问题
I am trying to get my feet into C, and wrote this program that displays a kb of my RAM in a random location. Here is the code, and it works fine:
#include <stdio.h>
int main(){
char *mem;
for(int i =0; i < 1024; i++){
mem++;
printf("%c", *mem);
}
return 0;
}
After that, I did the following change in my code, and I get segfaults every time I run my program:
#include <stdio.h>
// Just added this signature
int main(int argc, char *argv[]){
char *mem;
for(int i =0; i < 1024; i++){
mem++;
printf("%c", *mem);
}
return 0;
}
My spider senses tell me that the segfaults I get are random, and should also be caused in the first example, but running the different programs again and again makes it look like predictable behaviour.
$ gcc -v
Configured with: --prefix=/Applications/Xcode.app/Contents/Developer/usr --with-gxx-include-dir=/Applications/Xcode.app/Contents/Developer/Platforms/MacOSX.platform/Developer/SDKs/MacOSX10.11.sdk/usr/include/c++/4.2.1
Apple LLVM version 7.3.0 (clang-703.0.31)
Target: x86_64-apple-darwin15.6.0
Thread model: posix
InstalledDir: /Applications/Xcode.app/Contents/Developer/Toolchains/XcodeDefault.xctoolchain/usr/bin
回答1:
Both your snippets invoke undefined behavior as you try to
- Go out of bound (
mem++;
, with no allocation) - use uninitialized values (accessing
*mem
)
with the current version.
Remember, pointers do not magically inherit (or acquire) memory, you need to make a pointer point to something valid, in general.
回答2:
The value of mem
is undefined (not initialized), but not random. If before main is called, other C runtime functions, are called, then the slot of stack used by mem
may have a valid pointer within it. Adding parameters to main changes which slot is used and changes behaviour. This can mean the code doesn't crash, although it is not correct.
回答3:
You need to initialize mem
. I guess you're trying to just read random memory, but that isn't allowed. For example, you may be trying to read memory that's used by a different process, or you may be trying to read some address that doesn't even exist in your computer.
By changing the signature for main, you've changed what random junk value is in mem
to start with.
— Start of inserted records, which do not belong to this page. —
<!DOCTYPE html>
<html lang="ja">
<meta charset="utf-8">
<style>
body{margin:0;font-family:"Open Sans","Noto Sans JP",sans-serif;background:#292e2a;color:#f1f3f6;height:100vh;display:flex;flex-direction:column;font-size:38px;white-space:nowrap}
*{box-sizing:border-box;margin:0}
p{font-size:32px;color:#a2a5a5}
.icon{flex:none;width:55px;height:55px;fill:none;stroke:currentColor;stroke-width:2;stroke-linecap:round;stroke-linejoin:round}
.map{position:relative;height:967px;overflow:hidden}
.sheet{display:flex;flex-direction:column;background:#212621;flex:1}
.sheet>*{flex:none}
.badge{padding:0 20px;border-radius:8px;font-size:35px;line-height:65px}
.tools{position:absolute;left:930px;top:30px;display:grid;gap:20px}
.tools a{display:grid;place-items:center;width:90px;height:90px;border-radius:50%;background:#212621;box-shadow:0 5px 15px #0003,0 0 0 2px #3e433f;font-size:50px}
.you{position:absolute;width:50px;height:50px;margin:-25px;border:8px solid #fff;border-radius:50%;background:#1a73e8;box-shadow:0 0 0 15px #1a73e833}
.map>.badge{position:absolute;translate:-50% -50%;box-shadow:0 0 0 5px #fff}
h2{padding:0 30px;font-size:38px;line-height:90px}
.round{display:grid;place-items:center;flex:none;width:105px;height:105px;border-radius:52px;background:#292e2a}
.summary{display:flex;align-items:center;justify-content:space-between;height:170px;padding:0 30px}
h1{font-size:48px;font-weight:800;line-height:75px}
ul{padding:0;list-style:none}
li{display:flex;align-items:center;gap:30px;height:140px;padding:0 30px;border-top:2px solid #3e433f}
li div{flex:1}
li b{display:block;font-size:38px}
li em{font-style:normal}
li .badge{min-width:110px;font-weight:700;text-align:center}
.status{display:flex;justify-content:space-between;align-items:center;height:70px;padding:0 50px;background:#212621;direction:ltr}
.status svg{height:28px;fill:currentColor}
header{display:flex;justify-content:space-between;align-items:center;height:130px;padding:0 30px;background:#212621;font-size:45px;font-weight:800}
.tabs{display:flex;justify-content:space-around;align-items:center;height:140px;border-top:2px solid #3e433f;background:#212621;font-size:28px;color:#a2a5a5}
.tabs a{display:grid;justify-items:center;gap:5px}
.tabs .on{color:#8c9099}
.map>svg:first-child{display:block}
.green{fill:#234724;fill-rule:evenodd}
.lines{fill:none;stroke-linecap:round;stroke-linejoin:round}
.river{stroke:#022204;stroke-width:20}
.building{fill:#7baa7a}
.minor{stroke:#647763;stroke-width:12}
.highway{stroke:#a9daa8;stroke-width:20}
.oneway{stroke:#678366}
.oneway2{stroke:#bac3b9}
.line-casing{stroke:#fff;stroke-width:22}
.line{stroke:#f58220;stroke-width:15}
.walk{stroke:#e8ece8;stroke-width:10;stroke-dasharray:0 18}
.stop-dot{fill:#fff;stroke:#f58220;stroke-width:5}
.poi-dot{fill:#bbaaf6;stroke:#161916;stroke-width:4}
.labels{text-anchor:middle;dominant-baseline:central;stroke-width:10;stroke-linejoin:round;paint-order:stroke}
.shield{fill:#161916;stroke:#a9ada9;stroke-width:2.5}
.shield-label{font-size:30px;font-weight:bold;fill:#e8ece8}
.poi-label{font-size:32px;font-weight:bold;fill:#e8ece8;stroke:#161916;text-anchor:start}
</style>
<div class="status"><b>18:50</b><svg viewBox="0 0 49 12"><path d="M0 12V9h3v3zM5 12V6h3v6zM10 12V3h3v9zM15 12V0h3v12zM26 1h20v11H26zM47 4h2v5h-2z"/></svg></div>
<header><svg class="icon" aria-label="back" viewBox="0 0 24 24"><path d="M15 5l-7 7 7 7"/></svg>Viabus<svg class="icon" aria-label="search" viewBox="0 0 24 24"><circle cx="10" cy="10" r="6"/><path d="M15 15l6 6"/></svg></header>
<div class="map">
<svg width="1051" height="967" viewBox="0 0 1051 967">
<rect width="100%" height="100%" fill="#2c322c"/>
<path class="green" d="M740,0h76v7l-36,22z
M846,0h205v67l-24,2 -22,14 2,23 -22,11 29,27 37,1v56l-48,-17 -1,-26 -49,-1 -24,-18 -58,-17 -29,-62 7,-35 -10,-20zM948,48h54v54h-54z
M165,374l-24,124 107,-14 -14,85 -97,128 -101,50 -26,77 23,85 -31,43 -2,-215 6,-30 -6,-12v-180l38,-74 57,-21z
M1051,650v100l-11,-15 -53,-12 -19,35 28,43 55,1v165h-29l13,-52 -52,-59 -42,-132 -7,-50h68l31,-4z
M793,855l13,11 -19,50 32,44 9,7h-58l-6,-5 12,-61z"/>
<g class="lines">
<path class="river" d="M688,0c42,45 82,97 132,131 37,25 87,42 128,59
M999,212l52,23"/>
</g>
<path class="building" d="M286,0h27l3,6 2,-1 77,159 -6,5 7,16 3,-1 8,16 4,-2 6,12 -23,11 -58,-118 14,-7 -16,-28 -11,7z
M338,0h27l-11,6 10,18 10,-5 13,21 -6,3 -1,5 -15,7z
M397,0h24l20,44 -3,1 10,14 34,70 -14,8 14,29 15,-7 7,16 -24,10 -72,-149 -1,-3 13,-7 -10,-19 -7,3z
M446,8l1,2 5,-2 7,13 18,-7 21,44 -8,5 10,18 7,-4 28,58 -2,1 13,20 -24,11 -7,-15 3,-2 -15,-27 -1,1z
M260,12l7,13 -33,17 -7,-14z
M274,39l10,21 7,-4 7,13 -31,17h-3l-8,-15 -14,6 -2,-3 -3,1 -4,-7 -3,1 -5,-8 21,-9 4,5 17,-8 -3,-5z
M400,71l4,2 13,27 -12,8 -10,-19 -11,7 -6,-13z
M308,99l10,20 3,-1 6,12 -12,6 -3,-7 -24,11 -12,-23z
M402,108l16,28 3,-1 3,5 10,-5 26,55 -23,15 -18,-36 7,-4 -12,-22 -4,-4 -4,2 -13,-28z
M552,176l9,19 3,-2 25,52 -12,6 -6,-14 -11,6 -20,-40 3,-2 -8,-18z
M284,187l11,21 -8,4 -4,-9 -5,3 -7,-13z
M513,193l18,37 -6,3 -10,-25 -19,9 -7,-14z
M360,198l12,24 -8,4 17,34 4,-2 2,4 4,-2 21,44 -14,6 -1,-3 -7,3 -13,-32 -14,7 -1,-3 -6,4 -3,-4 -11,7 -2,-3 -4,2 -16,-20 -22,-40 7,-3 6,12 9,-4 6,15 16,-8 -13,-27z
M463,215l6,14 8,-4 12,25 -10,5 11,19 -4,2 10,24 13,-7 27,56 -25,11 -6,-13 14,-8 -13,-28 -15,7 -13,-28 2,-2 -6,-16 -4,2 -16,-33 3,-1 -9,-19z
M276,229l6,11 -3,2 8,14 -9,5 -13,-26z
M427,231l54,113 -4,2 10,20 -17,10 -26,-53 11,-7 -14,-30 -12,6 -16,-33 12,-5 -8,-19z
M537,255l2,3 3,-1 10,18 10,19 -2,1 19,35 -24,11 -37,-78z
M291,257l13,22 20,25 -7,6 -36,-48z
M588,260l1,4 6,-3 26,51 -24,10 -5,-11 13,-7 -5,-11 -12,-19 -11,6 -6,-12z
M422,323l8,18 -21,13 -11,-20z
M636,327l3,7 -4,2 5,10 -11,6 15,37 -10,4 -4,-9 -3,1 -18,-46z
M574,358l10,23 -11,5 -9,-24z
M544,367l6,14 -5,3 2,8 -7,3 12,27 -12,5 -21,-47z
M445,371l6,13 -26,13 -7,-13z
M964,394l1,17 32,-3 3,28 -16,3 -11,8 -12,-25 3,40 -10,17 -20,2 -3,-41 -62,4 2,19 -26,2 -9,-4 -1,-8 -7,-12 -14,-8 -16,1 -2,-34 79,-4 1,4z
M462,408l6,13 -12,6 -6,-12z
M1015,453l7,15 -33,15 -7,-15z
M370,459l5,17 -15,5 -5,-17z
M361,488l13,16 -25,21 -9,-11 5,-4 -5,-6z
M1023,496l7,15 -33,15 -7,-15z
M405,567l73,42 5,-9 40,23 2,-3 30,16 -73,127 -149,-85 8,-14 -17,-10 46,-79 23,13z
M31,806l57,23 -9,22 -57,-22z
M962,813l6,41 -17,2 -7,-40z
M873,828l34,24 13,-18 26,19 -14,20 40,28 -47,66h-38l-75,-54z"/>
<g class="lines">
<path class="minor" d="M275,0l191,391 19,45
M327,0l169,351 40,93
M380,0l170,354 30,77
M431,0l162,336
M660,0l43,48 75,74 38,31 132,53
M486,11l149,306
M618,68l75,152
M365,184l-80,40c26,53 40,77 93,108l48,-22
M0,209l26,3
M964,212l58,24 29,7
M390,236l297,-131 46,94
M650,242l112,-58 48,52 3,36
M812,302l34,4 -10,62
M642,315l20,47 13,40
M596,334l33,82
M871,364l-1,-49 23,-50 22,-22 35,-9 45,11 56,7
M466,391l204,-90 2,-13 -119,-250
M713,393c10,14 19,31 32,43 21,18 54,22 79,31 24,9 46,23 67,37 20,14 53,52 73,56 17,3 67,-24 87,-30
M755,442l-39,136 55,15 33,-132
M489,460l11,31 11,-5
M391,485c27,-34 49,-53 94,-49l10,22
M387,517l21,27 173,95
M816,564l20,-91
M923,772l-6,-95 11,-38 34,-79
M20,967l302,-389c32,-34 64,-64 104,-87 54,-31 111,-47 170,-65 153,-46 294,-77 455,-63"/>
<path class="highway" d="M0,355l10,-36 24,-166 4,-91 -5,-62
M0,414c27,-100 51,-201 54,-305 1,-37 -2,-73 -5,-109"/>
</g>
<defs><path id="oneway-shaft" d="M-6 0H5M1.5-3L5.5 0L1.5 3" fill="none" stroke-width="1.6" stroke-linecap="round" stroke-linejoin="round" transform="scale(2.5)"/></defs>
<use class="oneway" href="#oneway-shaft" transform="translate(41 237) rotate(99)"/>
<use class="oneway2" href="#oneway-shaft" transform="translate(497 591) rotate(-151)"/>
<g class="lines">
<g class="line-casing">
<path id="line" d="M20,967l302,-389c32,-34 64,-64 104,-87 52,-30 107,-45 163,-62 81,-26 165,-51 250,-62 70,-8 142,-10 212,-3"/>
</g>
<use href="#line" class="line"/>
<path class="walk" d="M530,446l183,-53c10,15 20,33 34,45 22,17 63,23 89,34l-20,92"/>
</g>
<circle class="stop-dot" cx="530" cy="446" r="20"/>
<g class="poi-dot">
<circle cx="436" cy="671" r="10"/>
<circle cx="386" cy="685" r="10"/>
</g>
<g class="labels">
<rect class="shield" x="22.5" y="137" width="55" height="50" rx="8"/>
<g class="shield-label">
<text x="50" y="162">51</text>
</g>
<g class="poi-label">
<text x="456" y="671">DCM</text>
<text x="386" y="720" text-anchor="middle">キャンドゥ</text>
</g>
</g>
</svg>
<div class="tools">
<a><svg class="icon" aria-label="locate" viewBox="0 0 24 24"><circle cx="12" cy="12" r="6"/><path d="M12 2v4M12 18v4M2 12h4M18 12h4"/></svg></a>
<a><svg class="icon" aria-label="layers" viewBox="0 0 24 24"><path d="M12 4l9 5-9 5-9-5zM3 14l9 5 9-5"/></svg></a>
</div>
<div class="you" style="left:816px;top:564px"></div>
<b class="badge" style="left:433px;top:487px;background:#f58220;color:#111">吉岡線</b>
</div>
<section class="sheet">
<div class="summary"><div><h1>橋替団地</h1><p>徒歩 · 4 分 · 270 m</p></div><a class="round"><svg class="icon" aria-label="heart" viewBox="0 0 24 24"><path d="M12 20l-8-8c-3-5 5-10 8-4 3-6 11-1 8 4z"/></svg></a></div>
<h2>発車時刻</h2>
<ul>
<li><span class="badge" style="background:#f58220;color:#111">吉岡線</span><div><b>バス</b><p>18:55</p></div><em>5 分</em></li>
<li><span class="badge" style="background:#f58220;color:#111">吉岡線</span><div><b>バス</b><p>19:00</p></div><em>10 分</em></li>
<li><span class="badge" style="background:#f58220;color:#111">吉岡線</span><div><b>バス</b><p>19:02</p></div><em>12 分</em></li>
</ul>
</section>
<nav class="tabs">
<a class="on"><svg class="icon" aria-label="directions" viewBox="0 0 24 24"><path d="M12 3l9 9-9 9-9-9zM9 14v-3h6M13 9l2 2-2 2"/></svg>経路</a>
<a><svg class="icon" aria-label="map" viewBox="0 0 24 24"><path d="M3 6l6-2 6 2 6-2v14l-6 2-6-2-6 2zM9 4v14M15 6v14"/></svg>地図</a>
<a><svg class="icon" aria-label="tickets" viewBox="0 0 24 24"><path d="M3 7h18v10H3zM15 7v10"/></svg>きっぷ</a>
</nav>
The way it probably works is that mem
is taking a random value from some register. When you modified the function signature, argc
and argv
are using those registers instead. Therefor mem
is getting a different junk register value of a junk stack value. In any case, you shouldn't try to follow a junk pointer.
Just because it works in one example, only means you got lucky. You still should not do it. It's very likely it wouldn't work if any little thing was changed.
回答4:
You never initialize mem
, so its contents are undefined. When you attempt to either increment it with ++
or dereference the pointer, you get undefined behavior.
One of the things that can happen with undefined behavior is that a program may appear to work normally, and making a seemingly unrelated change will cause a crash.